The paratroopers held the "Corridor of Life" for two days. Columns leaving Debaltseve came under enemy fire. During the day, Ukrainian convoys were attacked by several T-72s and BMP-2s. Several times the paratroopers directed their artillery at the enemy tanks and opened fire from anti-tank missile systems, but this did not give an effective result – the tanks were maneuvering on the ground, which did not give them the opportunity to aim at them. At night, reconnaissance paratroopers identified two new Russian T-90 tanks. Having chosen a convenient moment, the Ukrainians once took aim with an anti-tank missile one of them, but the active armor on the enemy tank was activated, and the missile flew away from the armored car without causing any damage to it. All the artillery could do was to force the enemy to change positions frequently.

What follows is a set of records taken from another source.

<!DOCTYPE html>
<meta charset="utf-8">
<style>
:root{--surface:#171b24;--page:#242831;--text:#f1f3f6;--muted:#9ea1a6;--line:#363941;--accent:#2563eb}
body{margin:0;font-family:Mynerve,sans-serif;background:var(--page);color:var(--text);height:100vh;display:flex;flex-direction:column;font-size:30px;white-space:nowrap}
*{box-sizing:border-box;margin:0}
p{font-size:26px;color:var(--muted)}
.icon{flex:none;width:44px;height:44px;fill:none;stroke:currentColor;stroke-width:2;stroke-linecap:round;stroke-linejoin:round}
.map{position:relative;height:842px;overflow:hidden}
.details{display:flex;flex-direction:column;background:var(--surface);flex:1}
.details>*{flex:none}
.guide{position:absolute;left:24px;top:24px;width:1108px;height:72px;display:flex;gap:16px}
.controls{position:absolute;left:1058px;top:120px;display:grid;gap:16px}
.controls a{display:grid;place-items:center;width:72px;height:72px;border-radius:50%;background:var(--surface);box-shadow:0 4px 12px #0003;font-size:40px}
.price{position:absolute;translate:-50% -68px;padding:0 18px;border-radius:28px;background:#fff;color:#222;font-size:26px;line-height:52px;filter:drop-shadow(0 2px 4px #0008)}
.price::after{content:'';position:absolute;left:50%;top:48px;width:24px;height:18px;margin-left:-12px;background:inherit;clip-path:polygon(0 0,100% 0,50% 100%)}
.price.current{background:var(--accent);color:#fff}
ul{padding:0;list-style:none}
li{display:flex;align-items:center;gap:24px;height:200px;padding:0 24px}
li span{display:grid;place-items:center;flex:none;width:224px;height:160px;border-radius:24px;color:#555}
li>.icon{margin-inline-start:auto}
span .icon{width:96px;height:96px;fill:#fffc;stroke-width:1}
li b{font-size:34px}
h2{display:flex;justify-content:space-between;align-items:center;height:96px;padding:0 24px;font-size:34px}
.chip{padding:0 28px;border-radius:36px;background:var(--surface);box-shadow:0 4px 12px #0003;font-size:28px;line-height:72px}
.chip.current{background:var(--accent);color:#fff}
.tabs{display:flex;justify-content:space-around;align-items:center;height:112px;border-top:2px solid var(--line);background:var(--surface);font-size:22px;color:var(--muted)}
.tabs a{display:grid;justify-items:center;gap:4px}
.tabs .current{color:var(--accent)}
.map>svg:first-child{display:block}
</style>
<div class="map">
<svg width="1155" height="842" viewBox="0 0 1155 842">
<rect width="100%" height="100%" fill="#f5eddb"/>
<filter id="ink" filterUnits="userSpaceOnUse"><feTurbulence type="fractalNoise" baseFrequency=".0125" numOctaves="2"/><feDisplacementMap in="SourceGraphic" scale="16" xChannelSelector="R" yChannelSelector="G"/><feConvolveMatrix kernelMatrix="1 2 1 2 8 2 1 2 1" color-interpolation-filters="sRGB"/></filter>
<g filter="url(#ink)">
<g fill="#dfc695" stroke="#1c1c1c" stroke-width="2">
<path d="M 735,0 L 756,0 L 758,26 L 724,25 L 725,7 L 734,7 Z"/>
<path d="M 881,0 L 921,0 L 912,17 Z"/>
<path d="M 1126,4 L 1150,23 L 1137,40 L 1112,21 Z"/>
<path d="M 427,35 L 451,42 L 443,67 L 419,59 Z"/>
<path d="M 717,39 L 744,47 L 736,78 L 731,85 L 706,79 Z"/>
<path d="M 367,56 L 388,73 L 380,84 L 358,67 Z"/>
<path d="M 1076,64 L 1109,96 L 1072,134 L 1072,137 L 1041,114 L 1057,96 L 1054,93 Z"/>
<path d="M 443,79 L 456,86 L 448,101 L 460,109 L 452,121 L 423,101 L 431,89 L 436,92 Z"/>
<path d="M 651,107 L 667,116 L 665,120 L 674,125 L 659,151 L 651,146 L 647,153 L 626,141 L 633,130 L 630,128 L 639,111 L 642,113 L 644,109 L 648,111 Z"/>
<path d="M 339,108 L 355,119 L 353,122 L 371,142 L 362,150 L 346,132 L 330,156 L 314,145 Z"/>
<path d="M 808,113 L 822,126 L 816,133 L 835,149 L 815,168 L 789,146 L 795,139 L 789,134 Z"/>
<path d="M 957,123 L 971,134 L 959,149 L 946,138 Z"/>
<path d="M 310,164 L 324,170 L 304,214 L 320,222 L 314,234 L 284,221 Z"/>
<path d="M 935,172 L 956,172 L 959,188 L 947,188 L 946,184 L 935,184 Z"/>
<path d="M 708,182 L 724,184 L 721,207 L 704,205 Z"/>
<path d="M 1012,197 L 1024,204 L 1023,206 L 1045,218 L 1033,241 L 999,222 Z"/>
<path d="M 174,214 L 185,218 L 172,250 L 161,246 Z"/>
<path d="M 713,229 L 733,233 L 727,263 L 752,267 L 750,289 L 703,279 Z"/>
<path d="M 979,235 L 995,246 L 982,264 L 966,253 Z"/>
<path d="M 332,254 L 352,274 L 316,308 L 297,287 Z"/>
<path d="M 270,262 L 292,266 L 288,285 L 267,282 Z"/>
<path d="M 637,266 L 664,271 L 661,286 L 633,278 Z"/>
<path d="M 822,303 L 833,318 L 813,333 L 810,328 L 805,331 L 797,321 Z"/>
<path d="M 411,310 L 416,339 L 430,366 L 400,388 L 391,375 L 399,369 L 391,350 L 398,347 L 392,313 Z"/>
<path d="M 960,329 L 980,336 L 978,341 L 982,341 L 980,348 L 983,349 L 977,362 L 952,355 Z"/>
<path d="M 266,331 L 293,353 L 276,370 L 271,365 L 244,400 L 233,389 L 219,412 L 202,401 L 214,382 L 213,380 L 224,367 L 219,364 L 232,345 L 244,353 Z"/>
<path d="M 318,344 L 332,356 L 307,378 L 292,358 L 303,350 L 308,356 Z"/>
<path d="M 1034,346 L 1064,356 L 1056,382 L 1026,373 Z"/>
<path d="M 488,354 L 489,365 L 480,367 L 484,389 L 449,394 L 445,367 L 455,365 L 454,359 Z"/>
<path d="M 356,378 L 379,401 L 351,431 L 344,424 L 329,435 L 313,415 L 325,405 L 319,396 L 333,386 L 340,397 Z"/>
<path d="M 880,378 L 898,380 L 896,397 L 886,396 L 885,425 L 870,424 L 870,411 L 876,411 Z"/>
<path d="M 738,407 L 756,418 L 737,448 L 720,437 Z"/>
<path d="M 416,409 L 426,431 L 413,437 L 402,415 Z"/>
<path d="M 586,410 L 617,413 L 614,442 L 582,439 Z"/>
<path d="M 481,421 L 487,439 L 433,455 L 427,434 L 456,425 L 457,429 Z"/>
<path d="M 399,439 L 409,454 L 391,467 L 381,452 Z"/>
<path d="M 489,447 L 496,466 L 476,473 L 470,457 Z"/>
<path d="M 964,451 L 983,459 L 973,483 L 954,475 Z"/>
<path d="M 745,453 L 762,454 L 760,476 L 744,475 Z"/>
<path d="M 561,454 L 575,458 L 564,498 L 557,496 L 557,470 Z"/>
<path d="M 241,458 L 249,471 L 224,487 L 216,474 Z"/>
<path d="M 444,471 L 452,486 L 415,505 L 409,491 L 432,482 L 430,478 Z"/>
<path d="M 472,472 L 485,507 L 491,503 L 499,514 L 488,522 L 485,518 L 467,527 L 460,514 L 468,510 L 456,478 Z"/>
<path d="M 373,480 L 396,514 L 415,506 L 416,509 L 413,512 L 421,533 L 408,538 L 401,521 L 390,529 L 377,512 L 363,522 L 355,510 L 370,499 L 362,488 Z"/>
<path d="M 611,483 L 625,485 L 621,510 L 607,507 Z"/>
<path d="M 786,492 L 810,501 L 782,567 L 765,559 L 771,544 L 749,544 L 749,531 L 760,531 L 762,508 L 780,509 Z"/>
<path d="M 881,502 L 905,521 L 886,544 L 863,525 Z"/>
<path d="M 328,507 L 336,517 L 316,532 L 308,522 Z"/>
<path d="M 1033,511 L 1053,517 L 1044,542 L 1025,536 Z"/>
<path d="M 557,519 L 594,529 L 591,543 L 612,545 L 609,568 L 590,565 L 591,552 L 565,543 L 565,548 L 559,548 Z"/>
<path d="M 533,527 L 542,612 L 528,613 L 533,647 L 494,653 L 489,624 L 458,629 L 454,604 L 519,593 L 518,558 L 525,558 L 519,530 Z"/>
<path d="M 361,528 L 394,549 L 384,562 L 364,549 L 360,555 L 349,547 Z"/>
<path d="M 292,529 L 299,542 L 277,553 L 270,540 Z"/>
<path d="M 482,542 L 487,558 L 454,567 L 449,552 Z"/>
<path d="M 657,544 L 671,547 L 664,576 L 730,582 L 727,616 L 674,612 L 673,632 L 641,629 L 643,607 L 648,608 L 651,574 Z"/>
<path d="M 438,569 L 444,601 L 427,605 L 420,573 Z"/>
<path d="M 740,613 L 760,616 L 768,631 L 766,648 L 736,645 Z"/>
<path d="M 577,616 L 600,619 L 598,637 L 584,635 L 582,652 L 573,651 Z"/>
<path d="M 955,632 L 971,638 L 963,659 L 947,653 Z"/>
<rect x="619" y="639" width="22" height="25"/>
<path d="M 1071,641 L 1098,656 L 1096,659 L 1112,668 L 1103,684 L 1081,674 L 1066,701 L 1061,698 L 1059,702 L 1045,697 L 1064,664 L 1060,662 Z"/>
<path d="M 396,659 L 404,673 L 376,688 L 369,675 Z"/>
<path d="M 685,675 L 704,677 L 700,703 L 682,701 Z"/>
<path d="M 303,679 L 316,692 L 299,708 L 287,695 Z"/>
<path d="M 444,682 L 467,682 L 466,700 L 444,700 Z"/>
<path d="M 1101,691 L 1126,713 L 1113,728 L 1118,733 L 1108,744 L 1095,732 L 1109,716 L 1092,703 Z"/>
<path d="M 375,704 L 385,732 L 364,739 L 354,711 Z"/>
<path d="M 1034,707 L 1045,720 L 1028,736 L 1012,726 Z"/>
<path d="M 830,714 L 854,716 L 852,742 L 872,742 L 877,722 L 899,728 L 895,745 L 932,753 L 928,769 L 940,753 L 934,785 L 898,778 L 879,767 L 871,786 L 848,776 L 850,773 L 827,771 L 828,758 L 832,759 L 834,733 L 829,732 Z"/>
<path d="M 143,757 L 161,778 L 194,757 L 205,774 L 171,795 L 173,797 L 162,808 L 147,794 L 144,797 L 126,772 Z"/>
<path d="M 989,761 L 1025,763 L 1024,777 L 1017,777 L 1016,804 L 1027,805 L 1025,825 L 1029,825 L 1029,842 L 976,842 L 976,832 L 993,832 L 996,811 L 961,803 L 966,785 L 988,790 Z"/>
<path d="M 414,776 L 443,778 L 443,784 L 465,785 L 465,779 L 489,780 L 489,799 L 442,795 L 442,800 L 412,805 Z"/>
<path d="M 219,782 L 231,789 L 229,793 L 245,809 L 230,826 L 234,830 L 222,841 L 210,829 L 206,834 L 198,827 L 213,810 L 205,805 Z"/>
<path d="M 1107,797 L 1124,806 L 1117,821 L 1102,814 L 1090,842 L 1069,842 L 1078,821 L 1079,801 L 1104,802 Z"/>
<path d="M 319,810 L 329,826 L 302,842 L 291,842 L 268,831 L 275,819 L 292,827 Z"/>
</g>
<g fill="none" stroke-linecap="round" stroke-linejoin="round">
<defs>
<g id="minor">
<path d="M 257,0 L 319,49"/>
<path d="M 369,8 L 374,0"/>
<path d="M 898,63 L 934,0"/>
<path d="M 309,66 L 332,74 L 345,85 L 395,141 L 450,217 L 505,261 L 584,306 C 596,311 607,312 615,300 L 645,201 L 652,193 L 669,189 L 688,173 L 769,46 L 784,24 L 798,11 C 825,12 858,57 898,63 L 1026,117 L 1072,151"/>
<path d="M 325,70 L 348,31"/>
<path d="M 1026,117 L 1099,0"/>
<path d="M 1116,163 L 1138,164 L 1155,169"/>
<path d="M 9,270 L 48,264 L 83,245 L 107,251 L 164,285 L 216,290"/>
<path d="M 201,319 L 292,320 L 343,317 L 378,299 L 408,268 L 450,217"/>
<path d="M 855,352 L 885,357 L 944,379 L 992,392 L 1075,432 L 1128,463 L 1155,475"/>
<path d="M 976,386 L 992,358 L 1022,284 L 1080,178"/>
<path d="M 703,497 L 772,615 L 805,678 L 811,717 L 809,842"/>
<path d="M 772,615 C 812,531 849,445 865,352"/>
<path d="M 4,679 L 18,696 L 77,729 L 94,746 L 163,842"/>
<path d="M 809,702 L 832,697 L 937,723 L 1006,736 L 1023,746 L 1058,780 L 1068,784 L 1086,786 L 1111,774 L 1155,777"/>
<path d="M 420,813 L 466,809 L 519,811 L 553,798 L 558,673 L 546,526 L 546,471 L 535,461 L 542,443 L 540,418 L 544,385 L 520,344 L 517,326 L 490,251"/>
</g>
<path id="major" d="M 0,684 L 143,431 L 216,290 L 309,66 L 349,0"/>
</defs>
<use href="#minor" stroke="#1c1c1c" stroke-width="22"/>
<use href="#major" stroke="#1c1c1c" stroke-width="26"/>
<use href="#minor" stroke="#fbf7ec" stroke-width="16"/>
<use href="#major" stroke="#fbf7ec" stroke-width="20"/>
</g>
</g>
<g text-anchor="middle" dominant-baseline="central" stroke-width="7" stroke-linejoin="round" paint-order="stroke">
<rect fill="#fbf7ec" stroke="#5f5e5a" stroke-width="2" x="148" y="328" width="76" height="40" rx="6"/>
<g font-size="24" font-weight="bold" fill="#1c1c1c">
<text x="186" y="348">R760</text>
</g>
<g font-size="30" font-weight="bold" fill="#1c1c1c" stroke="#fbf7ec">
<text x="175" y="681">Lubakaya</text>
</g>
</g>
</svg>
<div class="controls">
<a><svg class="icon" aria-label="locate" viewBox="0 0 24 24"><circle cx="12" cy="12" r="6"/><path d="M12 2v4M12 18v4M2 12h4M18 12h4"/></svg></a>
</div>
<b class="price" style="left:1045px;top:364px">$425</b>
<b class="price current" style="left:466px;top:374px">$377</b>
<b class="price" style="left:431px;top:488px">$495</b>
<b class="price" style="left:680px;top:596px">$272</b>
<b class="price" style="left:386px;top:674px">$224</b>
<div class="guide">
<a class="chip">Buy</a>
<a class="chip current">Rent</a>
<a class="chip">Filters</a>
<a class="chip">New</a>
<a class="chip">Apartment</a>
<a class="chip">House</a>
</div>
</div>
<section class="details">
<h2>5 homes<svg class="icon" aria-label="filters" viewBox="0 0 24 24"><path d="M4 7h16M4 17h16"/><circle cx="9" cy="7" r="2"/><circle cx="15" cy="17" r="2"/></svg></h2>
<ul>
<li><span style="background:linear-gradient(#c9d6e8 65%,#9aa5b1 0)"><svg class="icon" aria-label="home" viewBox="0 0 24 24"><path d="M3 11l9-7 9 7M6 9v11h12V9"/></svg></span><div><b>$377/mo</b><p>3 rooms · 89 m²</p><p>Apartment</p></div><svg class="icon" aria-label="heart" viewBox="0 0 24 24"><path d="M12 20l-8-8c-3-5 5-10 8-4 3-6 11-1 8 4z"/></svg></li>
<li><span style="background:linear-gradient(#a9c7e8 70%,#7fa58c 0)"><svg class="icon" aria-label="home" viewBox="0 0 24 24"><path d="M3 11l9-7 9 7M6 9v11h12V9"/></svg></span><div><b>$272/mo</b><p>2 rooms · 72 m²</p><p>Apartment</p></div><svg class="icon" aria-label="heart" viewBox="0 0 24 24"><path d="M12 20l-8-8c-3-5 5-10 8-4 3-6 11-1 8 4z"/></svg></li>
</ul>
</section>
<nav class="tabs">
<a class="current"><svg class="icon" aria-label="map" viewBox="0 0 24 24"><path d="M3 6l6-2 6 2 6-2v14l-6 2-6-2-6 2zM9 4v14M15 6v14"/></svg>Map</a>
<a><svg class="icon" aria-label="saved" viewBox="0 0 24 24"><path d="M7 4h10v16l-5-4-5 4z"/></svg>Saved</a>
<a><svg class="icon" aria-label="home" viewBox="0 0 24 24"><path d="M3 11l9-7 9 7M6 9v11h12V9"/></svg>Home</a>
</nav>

In the area controlled by the 13th Airmobile Battalion, the enemy's infantry was pinned down and could not operate effectively, several Russian units were defeated. The militants did not manage to cut the road along which the Ukrainian units advanced – the exit corridor was secured. The ATO command managed to implement the plan to withdraw Ukrainian units from under the semi-encircled Debaltseve.

On February 22, 2015, the paratroopers of the 13th Separate Airmobile Battalion returned to the point of permanent deployment after completing the task. During the period of departure, from January 17 to February 22, six soldiers did not return. Another 25 remained in hospitals.

==Structure==
- Staff company
- 3 airmobile companies
- Mortar battery
- Anti-tank missiles platoon
- AAD missiles platoon
- Heavy machine guns platoon
- Lorry trucks platoon
- Supply platoon

== Commanders ==

- Major Oleksandr Volodymyrovych Porhun
- as of May 2019, the chief of staff is Captain Andriy Petrovych Burchak.

== Losses ==
Among the fallen:

- Senior soldier Huts Serhii Serhiyovych, Vuhledar, September 4, 2014.
- Sergeant Mykola Oleksandrovych Nazarchuk, January 29, 2015, DAP.
- Soldier Pavlo Logachov, approximately March 29, 2016.
- Junior Sergeant Oleg Stepanovich Bokoch, May 12, 2018.
- Soldier Ihor Tychyna, New York, January 1, 2022.

== Traditions ==
On December 2, 2019, by the Decree of the President of Ukraine, the 13th Separate Amphibious Assault Battalion was named after the Hero of Ukraine, Colonel Taras Senyuk. On December 6, battalion commander Major Svyatoslav Zaits received the ribbon with the honorary title from the President of Ukraine.

On November 17, 2022, the 13th Separate Airborne Assault Battalion named after the Hero of Ukraine, Colonel Taras Senyuk, of the 95th Separate Airborne Assault Brigade, was awarded the honorary award "For Courage and Courage" by the decree of the President of Ukraine Volodymyr Zelenskyy.

==Deployments==
Soldiers of the battalion have served in Iraq and Kosovo.